PROBLEM TO WORK ON.
Filter these entries so that only lines with the word "List" remain.

MATERIAL FOR THE TASK.
═══

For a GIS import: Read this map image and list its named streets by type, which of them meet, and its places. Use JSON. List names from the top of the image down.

═══

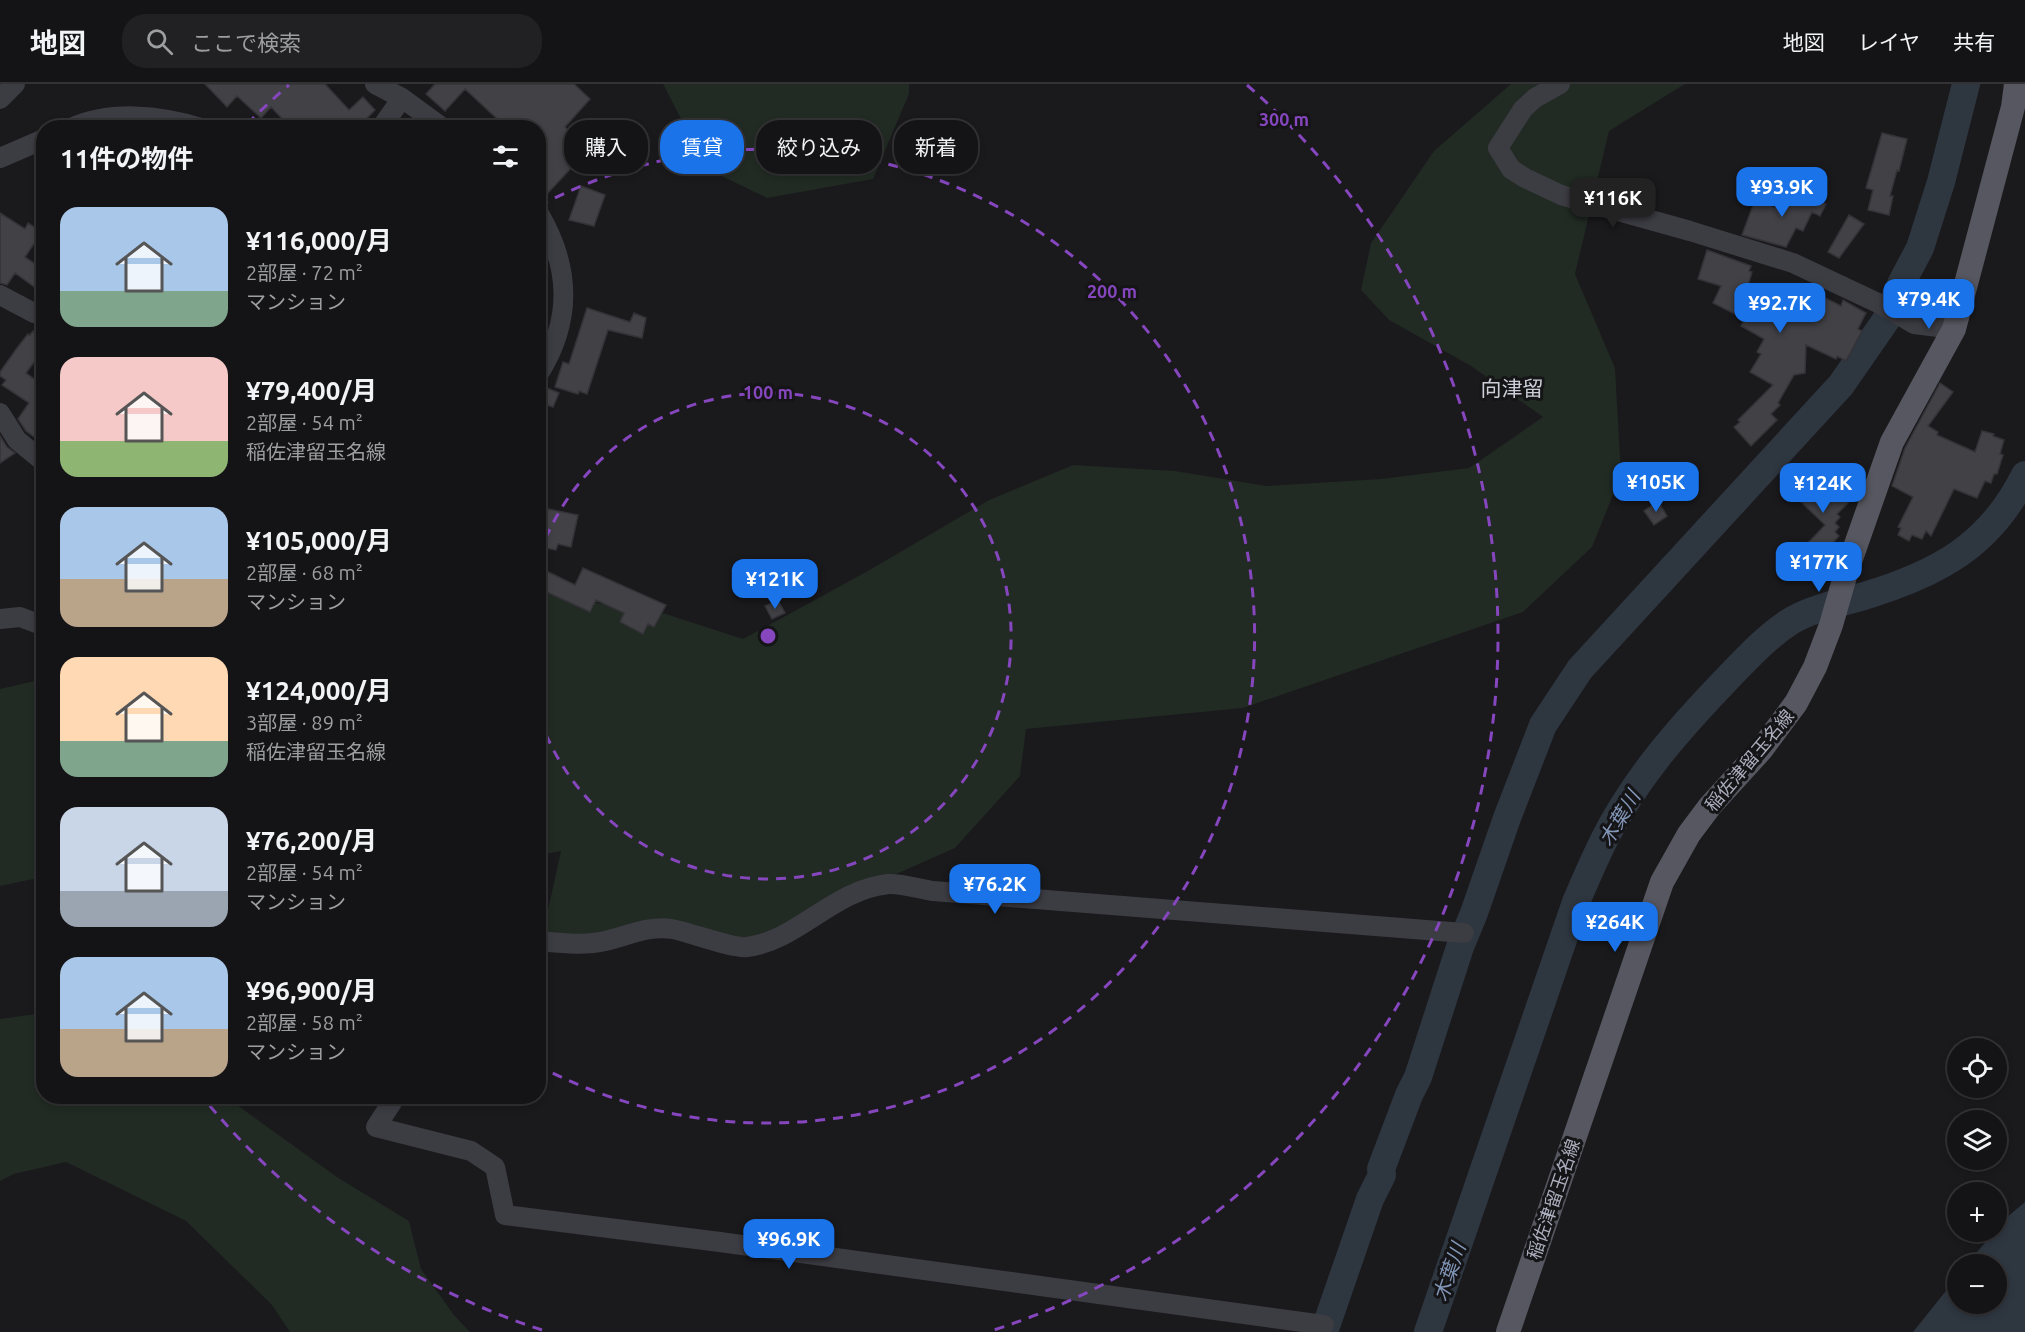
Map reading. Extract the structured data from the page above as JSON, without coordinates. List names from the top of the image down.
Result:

═══

RESULT OF THIS EXERCISE.
For a GIS import: Read this map image and list its named streets by type, which of them meet, and its places. Use JSON. List names from the top of the image down.
Map reading. Extract the structured data from the page above as JSON, without coordinates. List names from the top of the image down.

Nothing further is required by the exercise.